Questo è possibile se egli cura di non inondare di parole la terapia. Il terapista deve saper aspettare, senza intrudere, l'emergere della parola-grido. Quest'ultima rappresenta uno spartiacque che distingue la verbalizzazione in terapia in due fasi.
Prima del suo emergere, le parole, quando vi sono, hanno soprattutto una valenza paralinguistica, e sono usate spesso come difesa. Dopo cominciano ad avere un significato comunicativo diretto. Ma l'evoluzione della verbalizzazione dipende, in gran parte, dalla capacità del terapista di cogliere il grido dell'essere che si manifesta attraverso la parola e di mettere parole significative nell'interazione con il bambino.
Molti bambini, affetti da varie patologie, "rinunciano" alla parola perché essa ha a che fare con il mondo della costrizione, della non libertà o della minaccia. Quella a cui rinunciano è la parola dell'altro, quella della non autenticità o della distruzione. Tale rinuncia può portare al silenzio.

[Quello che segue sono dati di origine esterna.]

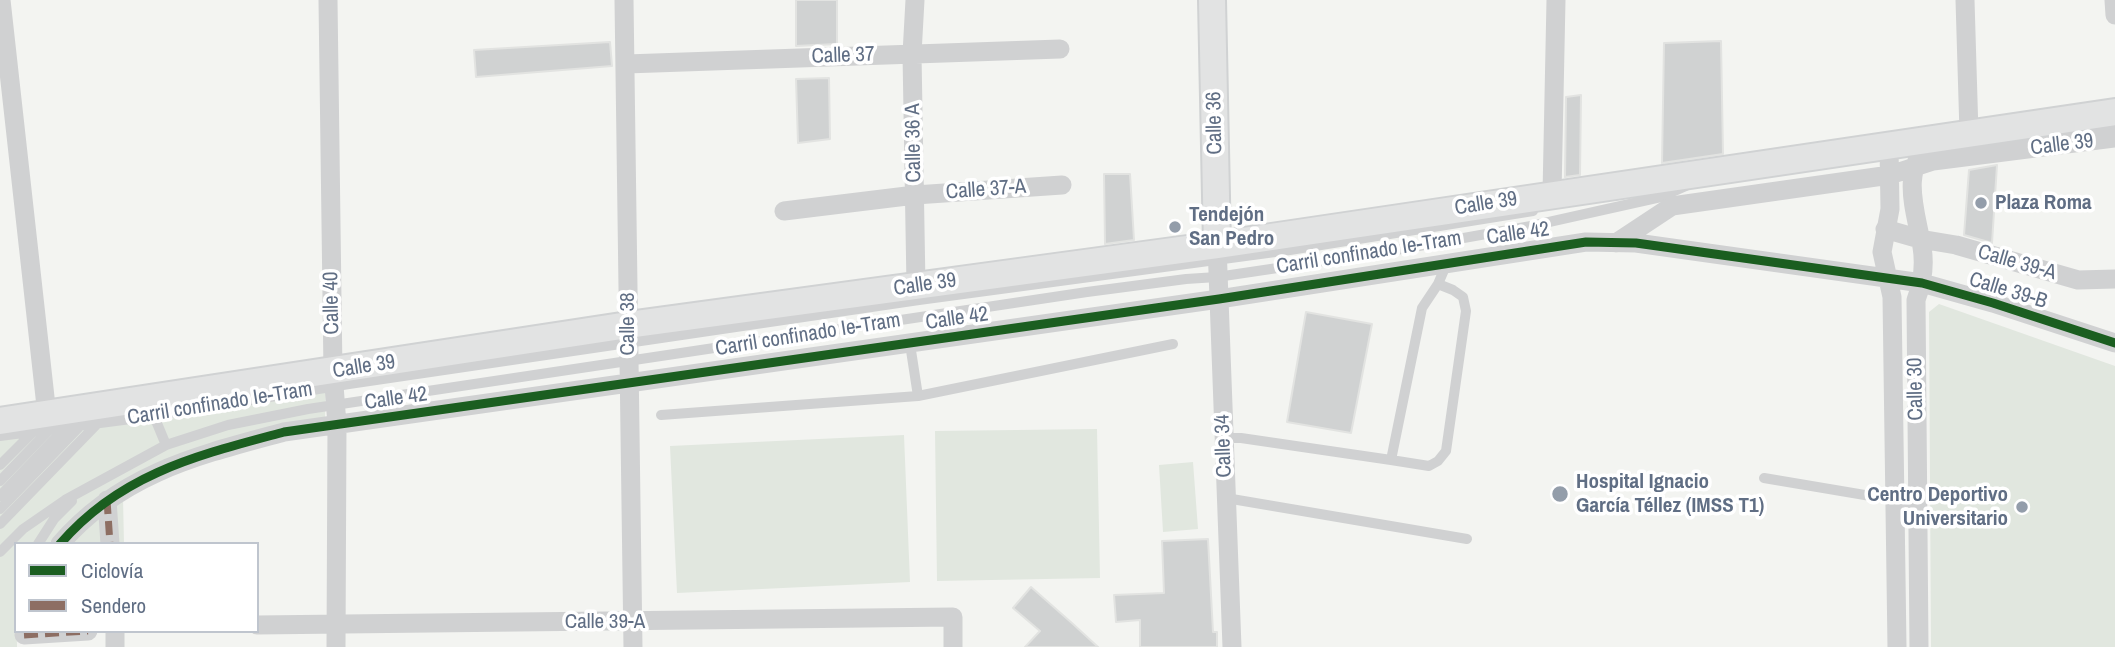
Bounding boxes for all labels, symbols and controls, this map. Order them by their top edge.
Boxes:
street label: Calle 37 [811,42,875,70]
street label: Calle 36 [1202,91,1228,155]
street label: Calle 36 A [901,103,927,183]
street label: Calle 39 [2029,129,2095,161]
street label: Calle 37-A [945,175,1027,205]
street label: Calle 39 [1453,187,1519,221]
place label: Plaza Roma [1995,190,2092,216]
marker: Plaza Roma [1973,195,1989,211]
place label: Tendejón San Pedro [1189,202,1274,252]
street label: Calle 42 [1485,217,1551,251]
marker: Tendejón San Pedro [1167,219,1183,235]
street label: Carril confinado Ie-Tram [1275,226,1463,280]
street label: Calle 39-A [1975,240,2059,286]
street label: Calle 39-B [1966,267,2050,315]
street label: Calle 39 [892,268,958,302]
street label: Calle 40 [319,271,345,335]
street label: Calle 38 [615,292,641,356]
street label: Calle 42 [924,302,990,336]
street label: Carril confinado Ie-Tram [714,308,902,362]
street label: Calle 39 [331,350,397,384]
street label: Calle 30 [1903,357,1929,421]
street label: Carril confinado Ie-Tram [126,377,314,431]
street label: Calle 42 [363,382,429,416]
street label: Calle 34 [1210,414,1238,478]
place label: Hospital Ignacio García Téllez (IMSS T1) [1576,469,1764,519]
place label: Centro Deportivo Universitario [1867,482,2008,532]
marker: Hospital Ignacio García Téllez (IMSS T1) [1550,484,1570,504]
marker: Centro Deportivo Universitario [2014,499,2030,515]
legend [14,542,259,633]
text: Ciclovía [81,556,143,585]
text: Sendero [81,591,146,620]
street label: Calle 39-A [565,609,645,635]

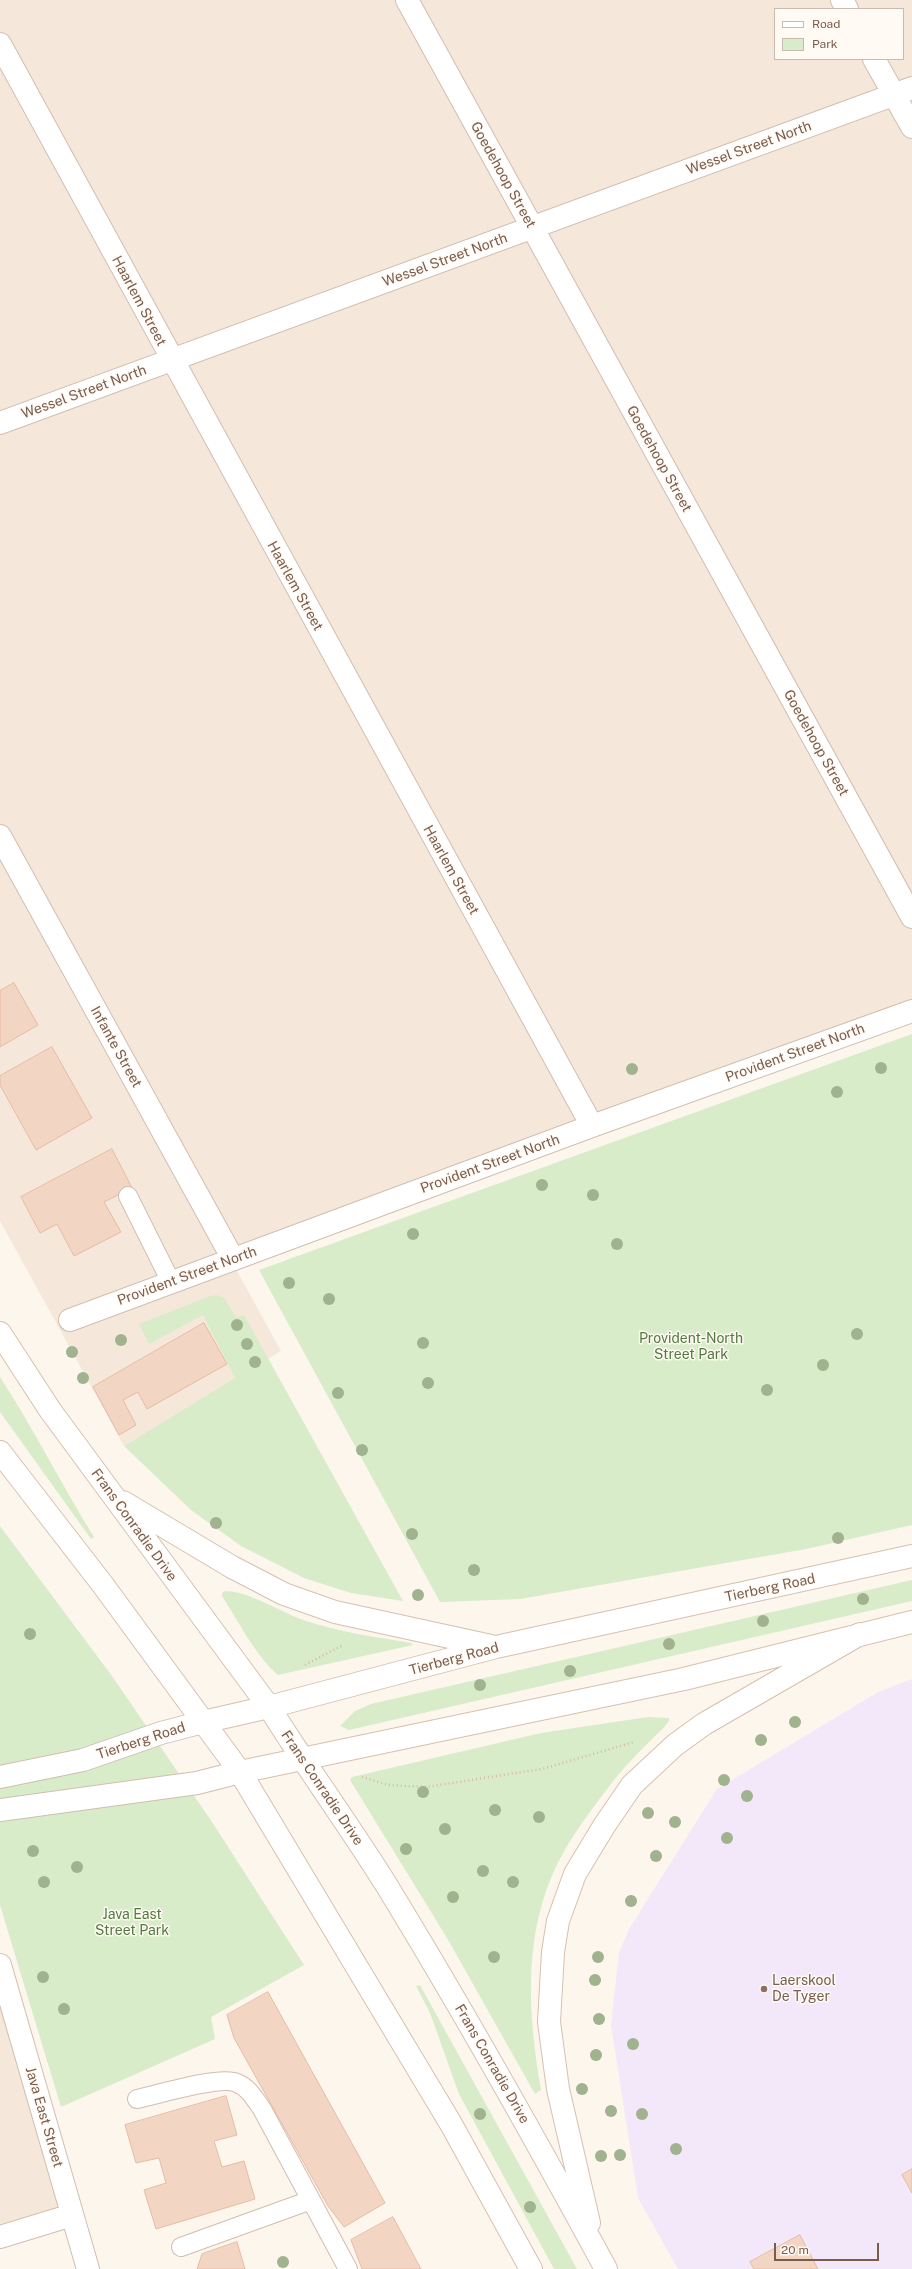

Altre volte, la messa a distanza della parola avviene attraverso una "ripetizione che svuota". La stereotipia verbale è, in effetti, un meccanismo di svuotamento. La parola, infatti, ripetuta all'infinito, diventa un puro fenomeno impersonale, dove non c'è più né la propria presenza né quella dell'altro. Così anche per l'ecolalia, dove è possibile riconoscere un fenomeno che si potrebbe definire "a specchio", specchio dove la parola dell'altro si infrange e viene svuotata dall'umana presenza. Lo psicotico, ad esempio, in tal modo impedisce che l'altro, attraverso la parola, entri in lui e, al tempo stesso, che particelle di sé fuoriescano e si perdano.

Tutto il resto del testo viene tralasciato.